Эти дураки изгаляются начиная с семидесятого года от Рождества Христова, когда римляне разрушили Иерусалим­ский храм и обрекли евреев на расселение. Будто они забыли, что у горы Синай в самый ответственный момент находился не только Моисей и его спутники, но и души всех евреев прош­лого и будущего. Вот такая локация. И несчастным никогда не уразуметь, что Абсолют содержится не только в категориях космических масштабов, но и в копчике или в капле дождя, упавшей под ноги.

Каббала, как известно, представляет собой учение, ко­торое передается из уст в уста, составляя тем самым непре­рывную цепь духовной мудрости во времени. А согласно Тал­муду, путей к Истине столько же, сколько человеческих лиц на земле. Стало быть, и Каббала может представать в каких угодно формах и образах. В то же время Каббалу (по той же причине) не возможно преподать. Она постигаема только лич­ным опытом. И фактически без ограничений. Собственно, и цель у нее единственная: максимальное слияние с Богом.

Авраам Абулафия6, проклятый многими испанский каб­балист XIII века, открыл доступ к Учению женщинам и неевре­ям. Подобный либерализм оказался настолько мощным стиму­лом, что, даже не взирая на негодование раввинской верхушки и весьма пристальное внимание со стороны инквизиции, стал бичом мессианских культов в Европе на последующие пятьсот лет, вплоть до появления хасидства.

Впрочем, всякий каббалист, где и когда бы он ни жил, ставит перед собой единственную цель — достичь единения с Богом. И каким путем это единение будет происходить, по большому счету, не важно.

Медитация на Тетраграмматон7 или на «Зогар»8, дыха­тельные техники или танцы и песни, в сущности, только пути, которых, как мы знаем, столько же, сколько лиц на земле. Интеллектуальный путь Колесницы, или эмоциональный «путь сердца» в идеале должны привести к одному и тому же — «прилепиться» к Богу.

После репрессий римлян из круга рабби Акиба9, величай­шего из учителей тайны Меркабы — мистического пути Ко­лесницы, спастись удалось только легендарному рабби Шимону бар Йохаи и его сыну Елеазару. В течение тринадцати лет они скрывались от язычников в пещере, а когда опасность ми­новала, и рабби Шимон вновь вышел к людям, то обнаружил, что Учение никого уже не интересует. Шимон вернулся в свою пещеру, где в медитациях провел еще год. Обрядши ре­шимость проповедовать Учение Меркабы10, Шимон отдал себя миру...

 

Анна захлопнула ноутбук. Ей сделалось противно.

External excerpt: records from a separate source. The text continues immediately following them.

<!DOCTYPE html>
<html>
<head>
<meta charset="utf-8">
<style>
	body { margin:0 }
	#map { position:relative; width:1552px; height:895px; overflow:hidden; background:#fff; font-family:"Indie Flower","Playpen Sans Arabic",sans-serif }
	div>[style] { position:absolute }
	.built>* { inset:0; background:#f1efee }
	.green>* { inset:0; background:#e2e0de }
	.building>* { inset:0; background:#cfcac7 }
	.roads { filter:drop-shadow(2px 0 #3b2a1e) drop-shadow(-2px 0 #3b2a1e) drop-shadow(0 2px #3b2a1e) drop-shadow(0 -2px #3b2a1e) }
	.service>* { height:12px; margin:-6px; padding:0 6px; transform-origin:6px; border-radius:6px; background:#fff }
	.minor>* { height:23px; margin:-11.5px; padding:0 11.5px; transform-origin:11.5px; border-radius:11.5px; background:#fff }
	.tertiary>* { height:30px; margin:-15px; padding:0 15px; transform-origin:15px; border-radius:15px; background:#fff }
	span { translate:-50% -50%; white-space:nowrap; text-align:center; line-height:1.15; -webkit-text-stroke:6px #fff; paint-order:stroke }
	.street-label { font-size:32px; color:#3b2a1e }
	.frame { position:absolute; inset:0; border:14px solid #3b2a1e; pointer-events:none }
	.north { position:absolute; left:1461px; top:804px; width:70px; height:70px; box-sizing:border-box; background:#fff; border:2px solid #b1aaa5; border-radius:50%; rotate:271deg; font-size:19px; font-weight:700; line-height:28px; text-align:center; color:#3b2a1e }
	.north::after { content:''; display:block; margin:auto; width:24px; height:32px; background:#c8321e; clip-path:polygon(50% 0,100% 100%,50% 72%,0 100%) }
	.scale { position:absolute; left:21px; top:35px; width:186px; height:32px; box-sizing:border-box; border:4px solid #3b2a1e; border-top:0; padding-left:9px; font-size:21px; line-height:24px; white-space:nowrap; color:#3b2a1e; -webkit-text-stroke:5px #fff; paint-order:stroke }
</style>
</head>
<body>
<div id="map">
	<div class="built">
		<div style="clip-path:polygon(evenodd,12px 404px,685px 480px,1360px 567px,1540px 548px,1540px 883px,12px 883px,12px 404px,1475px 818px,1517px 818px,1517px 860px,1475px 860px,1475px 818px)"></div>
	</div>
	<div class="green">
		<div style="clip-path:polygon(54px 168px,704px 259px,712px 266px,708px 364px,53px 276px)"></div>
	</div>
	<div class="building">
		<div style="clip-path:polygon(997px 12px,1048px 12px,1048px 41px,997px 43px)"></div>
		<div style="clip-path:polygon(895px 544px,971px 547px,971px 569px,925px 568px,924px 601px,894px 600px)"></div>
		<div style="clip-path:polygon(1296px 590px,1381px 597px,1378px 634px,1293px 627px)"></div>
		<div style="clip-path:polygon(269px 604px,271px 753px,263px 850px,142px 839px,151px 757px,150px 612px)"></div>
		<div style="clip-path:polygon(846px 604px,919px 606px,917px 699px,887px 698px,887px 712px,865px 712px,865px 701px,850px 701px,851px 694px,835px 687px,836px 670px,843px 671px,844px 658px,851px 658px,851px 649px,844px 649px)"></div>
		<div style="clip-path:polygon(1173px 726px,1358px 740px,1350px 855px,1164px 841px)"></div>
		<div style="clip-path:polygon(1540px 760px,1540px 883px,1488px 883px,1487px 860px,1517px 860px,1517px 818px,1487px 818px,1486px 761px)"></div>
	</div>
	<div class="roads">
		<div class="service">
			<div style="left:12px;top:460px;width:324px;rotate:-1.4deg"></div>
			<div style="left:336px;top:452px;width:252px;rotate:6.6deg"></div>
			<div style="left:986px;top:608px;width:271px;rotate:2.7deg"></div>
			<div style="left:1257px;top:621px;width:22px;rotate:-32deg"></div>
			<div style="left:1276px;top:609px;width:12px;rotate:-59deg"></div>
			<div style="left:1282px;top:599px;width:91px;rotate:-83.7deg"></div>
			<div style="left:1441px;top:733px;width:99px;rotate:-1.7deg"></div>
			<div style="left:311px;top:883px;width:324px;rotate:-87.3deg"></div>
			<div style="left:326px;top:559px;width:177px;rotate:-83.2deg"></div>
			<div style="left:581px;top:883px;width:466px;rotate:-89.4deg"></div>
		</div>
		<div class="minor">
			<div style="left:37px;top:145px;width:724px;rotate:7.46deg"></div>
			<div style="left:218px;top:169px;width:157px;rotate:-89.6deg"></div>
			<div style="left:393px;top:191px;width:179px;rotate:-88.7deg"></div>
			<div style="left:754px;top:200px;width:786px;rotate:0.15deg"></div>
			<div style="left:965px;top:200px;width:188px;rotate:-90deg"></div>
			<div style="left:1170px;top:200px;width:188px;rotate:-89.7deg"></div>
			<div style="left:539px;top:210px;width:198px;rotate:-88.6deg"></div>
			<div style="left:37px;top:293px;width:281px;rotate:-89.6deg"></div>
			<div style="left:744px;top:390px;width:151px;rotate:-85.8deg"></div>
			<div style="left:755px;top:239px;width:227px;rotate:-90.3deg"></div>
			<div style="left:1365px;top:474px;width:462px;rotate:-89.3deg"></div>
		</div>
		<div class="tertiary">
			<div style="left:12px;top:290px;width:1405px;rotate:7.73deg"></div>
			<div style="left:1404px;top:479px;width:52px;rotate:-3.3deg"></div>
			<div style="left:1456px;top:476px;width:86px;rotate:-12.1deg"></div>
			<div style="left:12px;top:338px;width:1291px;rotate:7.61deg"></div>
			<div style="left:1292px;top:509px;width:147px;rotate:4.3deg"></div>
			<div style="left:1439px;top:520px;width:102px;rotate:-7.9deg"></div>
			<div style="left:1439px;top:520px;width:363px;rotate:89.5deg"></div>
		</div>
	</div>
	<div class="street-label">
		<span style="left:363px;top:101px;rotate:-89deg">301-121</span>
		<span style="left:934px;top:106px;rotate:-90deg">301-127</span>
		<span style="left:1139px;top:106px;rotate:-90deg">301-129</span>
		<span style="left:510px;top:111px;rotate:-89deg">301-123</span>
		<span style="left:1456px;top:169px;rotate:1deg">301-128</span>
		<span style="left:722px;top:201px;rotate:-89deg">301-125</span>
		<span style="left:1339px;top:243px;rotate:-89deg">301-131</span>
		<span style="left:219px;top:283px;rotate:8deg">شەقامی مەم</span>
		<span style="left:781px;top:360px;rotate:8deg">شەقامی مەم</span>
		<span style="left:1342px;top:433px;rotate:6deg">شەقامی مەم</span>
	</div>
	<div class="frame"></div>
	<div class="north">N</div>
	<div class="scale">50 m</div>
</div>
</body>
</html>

Вот уже третий день она работала над статьей про Каббалу для женского журнала «Тонус». Задача состояла в том, чтобы популярно объяснить читательницам журнала, что кроме хрис­тианского Пути к Богу, существует, еще по меньшей мере пять или шесть, которые не хуже.

Идея цикла принадлежала самой Анне, потому и роптать было не на кого. Каббала давалась труднее всего. Анна никак не могла уловить что там главное. Положа руку на сердце, она бы с удовольствием присоединилась к проклятиям в адрес Авраама Абулафии, который открыл доступ к Учению женщинам и неевреям. Особенно женщинам.

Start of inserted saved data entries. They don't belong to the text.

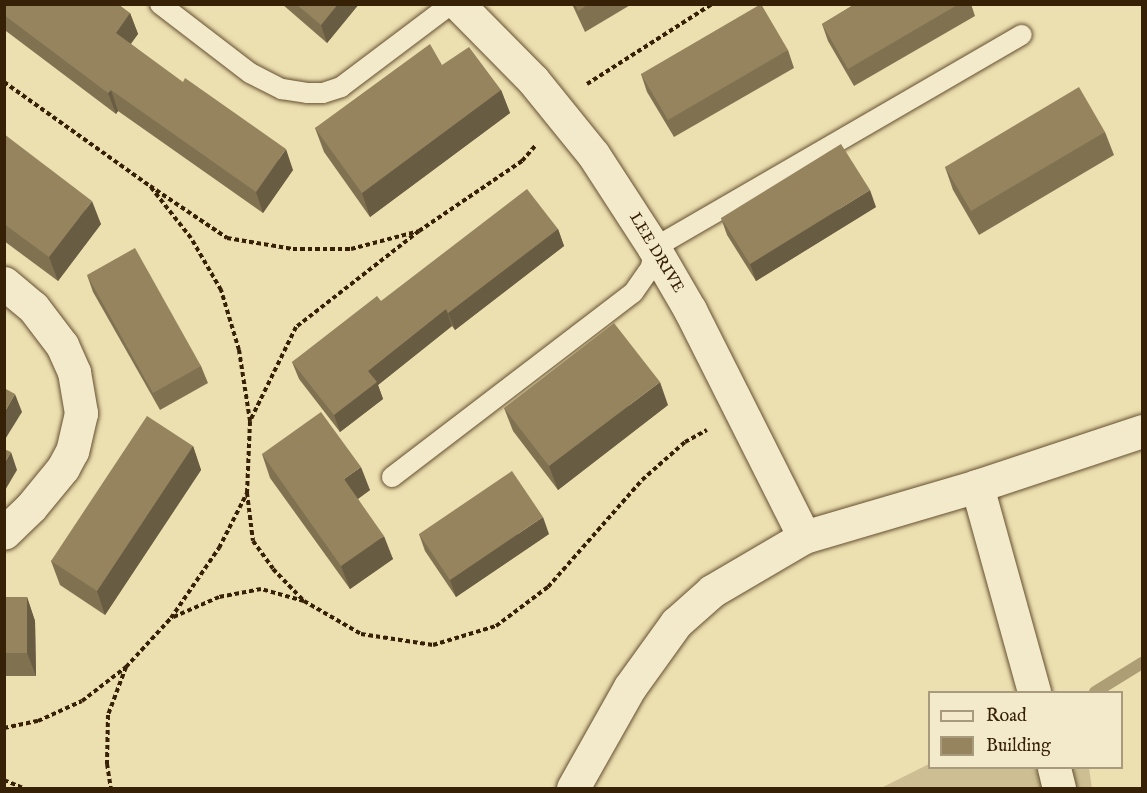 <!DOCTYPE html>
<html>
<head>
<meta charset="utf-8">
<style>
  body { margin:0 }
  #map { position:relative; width:1147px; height:793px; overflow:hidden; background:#ecdfb0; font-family:"IM FELL English",serif }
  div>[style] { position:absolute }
  .green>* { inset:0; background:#cdbf93 }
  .stream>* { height:12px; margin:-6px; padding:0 6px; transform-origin:6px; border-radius:6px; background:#ae9e76 }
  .path>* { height:4px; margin-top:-2px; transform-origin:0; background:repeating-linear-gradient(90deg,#372106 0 4.5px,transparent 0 7.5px) }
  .roads { filter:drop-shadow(0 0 2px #645030) drop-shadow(0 0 2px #645030) }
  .service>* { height:20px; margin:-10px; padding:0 10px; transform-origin:10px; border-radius:10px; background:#f3eacc }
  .minor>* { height:33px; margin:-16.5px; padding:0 16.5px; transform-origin:16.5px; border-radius:16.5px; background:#f3eacc }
  .wall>* { inset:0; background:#807251 }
  .shaded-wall>* { inset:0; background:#685c42 }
  .building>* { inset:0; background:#95845e }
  span { translate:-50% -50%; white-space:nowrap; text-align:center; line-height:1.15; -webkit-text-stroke:5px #f3eacc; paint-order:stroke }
  .street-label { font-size:16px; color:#372106 }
  .frame { position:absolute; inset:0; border:6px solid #372106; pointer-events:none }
  .legend { position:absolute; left:928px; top:691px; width:195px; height:78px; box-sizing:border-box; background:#f3eacc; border:2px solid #a89a7d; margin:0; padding:8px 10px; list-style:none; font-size:18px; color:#372106 }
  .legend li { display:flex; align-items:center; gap:12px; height:30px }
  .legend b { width:30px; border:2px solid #a89a7d }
</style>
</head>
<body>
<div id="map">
  <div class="green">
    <i style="clip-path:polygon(929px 764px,930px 768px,1089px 768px,1092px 788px,881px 788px)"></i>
  </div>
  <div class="stream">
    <i style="left:1095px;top:692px;width:55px;rotate:-31.7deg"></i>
  </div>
  <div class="path">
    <i style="left:4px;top:82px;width:179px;rotate:35.5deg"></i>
    <i style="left:587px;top:84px;width:148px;rotate:-32.6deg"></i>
    <i style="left:419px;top:231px;width:125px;rotate:-34.2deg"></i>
    <i style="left:522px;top:161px;width:21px;rotate:-49deg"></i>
    <i style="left:247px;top:493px;width:72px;rotate:-87.6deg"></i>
    <i style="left:250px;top:421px;width:72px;rotate:-98.8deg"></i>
    <i style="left:239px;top:350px;width:63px;rotate:-106.7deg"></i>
    <i style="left:221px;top:290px;width:60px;rotate:-120deg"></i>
    <i style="left:191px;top:238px;width:66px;rotate:-128.3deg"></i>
    <i style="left:150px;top:186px;width:93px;rotate:34deg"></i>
    <i style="left:227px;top:238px;width:67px;rotate:9.5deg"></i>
    <i style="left:293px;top:249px;width:58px"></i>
    <i style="left:351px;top:249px;width:70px;rotate:-14.8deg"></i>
    <i style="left:419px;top:231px;width:156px;rotate:142deg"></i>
    <i style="left:296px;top:327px;width:105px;rotate:116.1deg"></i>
    <i style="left:304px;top:601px;width:66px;rotate:30.1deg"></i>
    <i style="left:361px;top:634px;width:73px;rotate:8.7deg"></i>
    <i style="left:433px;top:645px;width:66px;rotate:-16.8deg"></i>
    <i style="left:496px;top:626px;width:65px;rotate:-36.9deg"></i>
    <i style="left:548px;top:587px;width:142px;rotate:-48.7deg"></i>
    <i style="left:642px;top:480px;width:57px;rotate:-41.5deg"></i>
    <i style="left:685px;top:442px;width:25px;rotate:-29deg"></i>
    <i style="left:126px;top:667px;width:67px;rotate:-47.4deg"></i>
    <i style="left:171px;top:618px;width:85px;rotate:-55.6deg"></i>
    <i style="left:219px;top:548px;width:62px;rotate:-63deg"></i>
    <i style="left:247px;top:493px;width:48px;rotate:82.9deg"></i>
    <i style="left:253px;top:541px;width:34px;rotate:54deg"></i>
    <i style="left:273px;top:569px;width:45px;rotate:45.9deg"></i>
    <i style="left:304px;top:601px;width:45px;rotate:-164.4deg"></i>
    <i style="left:261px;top:589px;width:43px;rotate:169.2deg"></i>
    <i style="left:219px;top:597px;width:52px;rotate:156.4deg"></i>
    <i style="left:4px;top:728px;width:35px;rotate:-12deg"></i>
    <i style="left:38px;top:721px;width:48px;rotate:-24.4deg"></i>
    <i style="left:82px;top:701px;width:56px;rotate:-37.7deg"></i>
    <i style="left:126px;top:667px;width:51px;rotate:110.6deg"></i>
    <i style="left:108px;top:715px;width:49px;rotate:91.2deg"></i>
    <i style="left:107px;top:764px;width:24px;rotate:81deg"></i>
    <i style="left:4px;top:780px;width:21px;rotate:23deg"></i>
  </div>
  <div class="roads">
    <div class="service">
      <i style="left:160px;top:4px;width:113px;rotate:37.5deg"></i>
      <i style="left:250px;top:73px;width:36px;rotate:27deg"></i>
      <i style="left:282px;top:89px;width:25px;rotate:9deg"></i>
      <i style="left:307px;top:93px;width:16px"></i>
      <i style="left:323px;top:93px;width:19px;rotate:-18deg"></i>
      <i style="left:341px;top:87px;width:138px;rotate:-37deg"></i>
      <i style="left:392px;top:477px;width:303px;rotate:-37.4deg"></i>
      <i style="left:633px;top:293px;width:32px;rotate:-55deg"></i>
      <i style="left:651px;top:267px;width:19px;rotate:-81deg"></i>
      <i style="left:654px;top:248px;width:425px;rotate:-30.1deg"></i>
    </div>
    <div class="minor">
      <i style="left:458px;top:4px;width:107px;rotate:45.4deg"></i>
      <i style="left:533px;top:80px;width:95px;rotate:51deg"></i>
      <i style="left:593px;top:154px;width:112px;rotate:57deg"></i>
      <i style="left:654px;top:248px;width:72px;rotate:59.9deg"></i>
      <i style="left:690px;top:310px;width:254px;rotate:63.3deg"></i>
      <i style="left:4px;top:283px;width:38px;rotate:40deg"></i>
      <i style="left:33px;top:307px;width:48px;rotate:52.7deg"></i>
      <i style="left:62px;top:345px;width:30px;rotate:66deg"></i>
      <i style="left:74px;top:372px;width:42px;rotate:80.3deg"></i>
      <i style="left:81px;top:413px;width:39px;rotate:103deg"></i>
      <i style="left:72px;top:451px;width:19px;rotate:118deg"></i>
      <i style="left:63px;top:468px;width:50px;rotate:129.4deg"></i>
      <i style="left:31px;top:507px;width:37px;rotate:136deg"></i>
      <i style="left:977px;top:486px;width:214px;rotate:74.5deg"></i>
      <i style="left:1054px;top:768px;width:21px;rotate:76deg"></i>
      <i style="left:573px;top:788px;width:116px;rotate:-60.6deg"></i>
      <i style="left:630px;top:687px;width:79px;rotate:-54.3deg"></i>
      <i style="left:676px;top:623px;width:48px;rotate:-41.6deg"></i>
      <i style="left:712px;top:591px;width:107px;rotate:-30.4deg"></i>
      <i style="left:804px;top:537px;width:180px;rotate:-16.4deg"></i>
      <i style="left:977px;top:486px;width:174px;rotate:-18.4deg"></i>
    </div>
  </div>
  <div class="wall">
    <i style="clip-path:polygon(4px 4px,130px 13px,138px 34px,131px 44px,293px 170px,263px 213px,118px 111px,116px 114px,6px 31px,4px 28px)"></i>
    <i style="clip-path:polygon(282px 4px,359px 4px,327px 43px)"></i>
    <i style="clip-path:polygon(572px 4px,632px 4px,585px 32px)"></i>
    <i style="clip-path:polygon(855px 4px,971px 4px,975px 16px,854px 86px,828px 41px,822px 24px)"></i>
    <i style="clip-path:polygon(788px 50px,794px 68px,674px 137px,647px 92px,641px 74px)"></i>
    <i style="clip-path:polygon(442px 65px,501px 90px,510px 113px,370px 217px,324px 152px,315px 128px)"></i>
    <i style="clip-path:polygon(1105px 132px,1114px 155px,979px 235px,953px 190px,945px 167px)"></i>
    <i style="clip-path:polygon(4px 134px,101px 224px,58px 281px,4px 241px)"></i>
    <i style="clip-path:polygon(876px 207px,756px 281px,727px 235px,721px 218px)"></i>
    <i style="clip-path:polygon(558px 229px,564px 246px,455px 330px,452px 326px,378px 385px,383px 399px,340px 432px,299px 379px,292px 362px,381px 301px)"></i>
    <i style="clip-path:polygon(87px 275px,201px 366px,208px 383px,160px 410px,93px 292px)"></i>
    <i style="clip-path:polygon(668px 405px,558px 490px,513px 431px,504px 408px)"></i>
    <i style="clip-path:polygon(193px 446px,201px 470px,105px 615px,60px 585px,51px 561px)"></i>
    <i style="clip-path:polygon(262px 454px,370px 490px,358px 499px,393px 559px,350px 589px,270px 478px)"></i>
    <i style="clip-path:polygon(419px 534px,549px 534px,456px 597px,425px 551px)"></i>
    <i style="clip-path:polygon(4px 597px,27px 597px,35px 621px,36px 676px,4px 676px)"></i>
  </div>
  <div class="shaded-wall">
    <i style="clip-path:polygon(338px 4px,359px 4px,327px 43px,321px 25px)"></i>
    <i style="clip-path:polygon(130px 13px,138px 34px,123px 53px,116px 33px)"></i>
    <i style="clip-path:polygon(111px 90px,118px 111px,116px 114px,108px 93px)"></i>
    <i style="clip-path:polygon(501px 90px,510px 113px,370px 217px,362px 193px)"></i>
    <i style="clip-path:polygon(286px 149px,293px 170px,263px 213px,256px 192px)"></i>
    <i style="clip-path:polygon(870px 190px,876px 207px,756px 281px,750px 264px)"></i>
    <i style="clip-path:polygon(92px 201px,101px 224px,58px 281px,49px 257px)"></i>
    <i style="clip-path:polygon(558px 229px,564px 246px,455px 330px,448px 313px)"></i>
    <i style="clip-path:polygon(446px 309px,452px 326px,378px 385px,383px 399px,340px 432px,334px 415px,368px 371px)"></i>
    <i style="clip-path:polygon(660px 382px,668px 405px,558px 490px,549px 466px)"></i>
    <i style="clip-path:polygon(15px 394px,22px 412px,4px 441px,4px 413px)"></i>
    <i style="clip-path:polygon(193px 446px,201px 470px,105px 615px,97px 591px)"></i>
    <i style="clip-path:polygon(11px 452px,17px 470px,4px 492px,4px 464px)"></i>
    <i style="clip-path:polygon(361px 467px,370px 490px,352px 503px,344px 479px)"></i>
    <i style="clip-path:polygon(543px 517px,549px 534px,456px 597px,450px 580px)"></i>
    <i style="clip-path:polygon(384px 536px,393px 559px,350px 589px,341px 566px)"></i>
    <i style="clip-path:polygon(27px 597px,35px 621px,36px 676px,27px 653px)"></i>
  </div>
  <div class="building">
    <i style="clip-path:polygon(4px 4px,118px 4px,130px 13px,116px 33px,183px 82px,185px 78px,286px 149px,256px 192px,111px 90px,108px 93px,4px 15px)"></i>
    <i style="clip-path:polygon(296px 4px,338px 4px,321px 25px)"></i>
    <i style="clip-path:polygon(575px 4px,589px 4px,578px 11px)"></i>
    <i style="clip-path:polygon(761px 4px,788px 50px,668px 120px,641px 74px)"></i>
    <i style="clip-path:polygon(855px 4px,959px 4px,848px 69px,822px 24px)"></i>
    <i style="clip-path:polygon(430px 44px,442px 65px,469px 47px,501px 90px,362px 193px,315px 128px)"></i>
    <i style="clip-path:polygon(1079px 87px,1105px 132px,971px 211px,945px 167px)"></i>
    <i style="clip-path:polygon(4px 134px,92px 201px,49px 257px,4px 224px)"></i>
    <i style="clip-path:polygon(841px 144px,870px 190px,750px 264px,721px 218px)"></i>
    <i style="clip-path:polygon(527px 189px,558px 229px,448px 313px,446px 309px,368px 371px,377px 382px,334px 415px,292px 362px,377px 296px,381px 301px)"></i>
    <i style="clip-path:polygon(135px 248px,201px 366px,153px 393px,87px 275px)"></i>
    <i style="clip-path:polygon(614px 323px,660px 382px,549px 466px,504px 408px)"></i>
    <i style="clip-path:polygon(4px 388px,15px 394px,4px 413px)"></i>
    <i style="clip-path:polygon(321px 412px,361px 467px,344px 479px,384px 536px,341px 566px,262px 454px)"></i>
    <i style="clip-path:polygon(147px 416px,193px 446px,97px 591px,51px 561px)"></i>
    <i style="clip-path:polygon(4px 449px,11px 452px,4px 464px)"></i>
    <i style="clip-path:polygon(512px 471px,543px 517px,450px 580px,419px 534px)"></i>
    <i style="clip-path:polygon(4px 597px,27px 597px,27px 653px,4px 653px)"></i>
  </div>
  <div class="street-label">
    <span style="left:656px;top:253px;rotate:59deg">LEE DRIVE</span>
  </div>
  <div class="frame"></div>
  <ul class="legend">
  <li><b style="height:8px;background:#f3eacc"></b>Road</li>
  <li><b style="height:16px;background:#95845e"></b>Building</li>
  </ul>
</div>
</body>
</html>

Противно Анне стало не от Каббалы. И даже не оттого, что Анна так ничего и не поняла в мистическом учении евреев. Противно сделалось от жестокого насморка, который уже пятый день царил в носу журналистки, лишая обладательницу носа возможности наслаждаться полноценным дыханием, а стало быть, и жизнью. По глубокому убеждению Анны Шоу, жизнь должна приносить удовольствие, как вкусная еда, мод­ная обувь, мужчины или женщины, с которыми делишь постель. Если этого не происходит, ценность человеческой жизни ста­новится равной воспоминаниям о приятном и таким образом подвергается галопирующей инфляции, ибо жить только прошлым так же бесперспективно, как жить только будущим. Прав­да, второй случай еще хуже — он безнравственный.

— И откуда только в человеческом носу берется столько всякой гадости?! — с надрывом вопрошала у собственного зеркального отражения Анна, сморкаясь во все, что подвер­нется под руку.

Попытки бороться с болезнью аспирином или антибио­тиками ни к чему не привели. Сегодня Анна решила предаться сексу, памятуя бабушкин рецепт: двести граммов крепкого алкоголя на одного темпераментного мужчину.

Секс миновал, темпераментный мужчина громко фыркал в душе, двести граммов алкоголя испарились в неизвестном направлении, а жестокий насморк пребывал поныне. Причем с новой силой. Казалось, что и секс и выпивка только придали насморку вдохновения. Он бушевал, как фонтаны Зальцбурга в туристический сезон.

— Что-то не так с рецептом, — подумала Анна. — Воз­можно, во времена бабушки были другие мужчины? Или дру­гой алкоголь? Впрочем, и сопли, видимо, были другими. Уж лучше — каждую неделю месячные, чем этот кошмар. Там хоть механизм понятен. Ой, что это я такое несу! Бойся своих желаний, Анна. Они имеют свойство сбываться.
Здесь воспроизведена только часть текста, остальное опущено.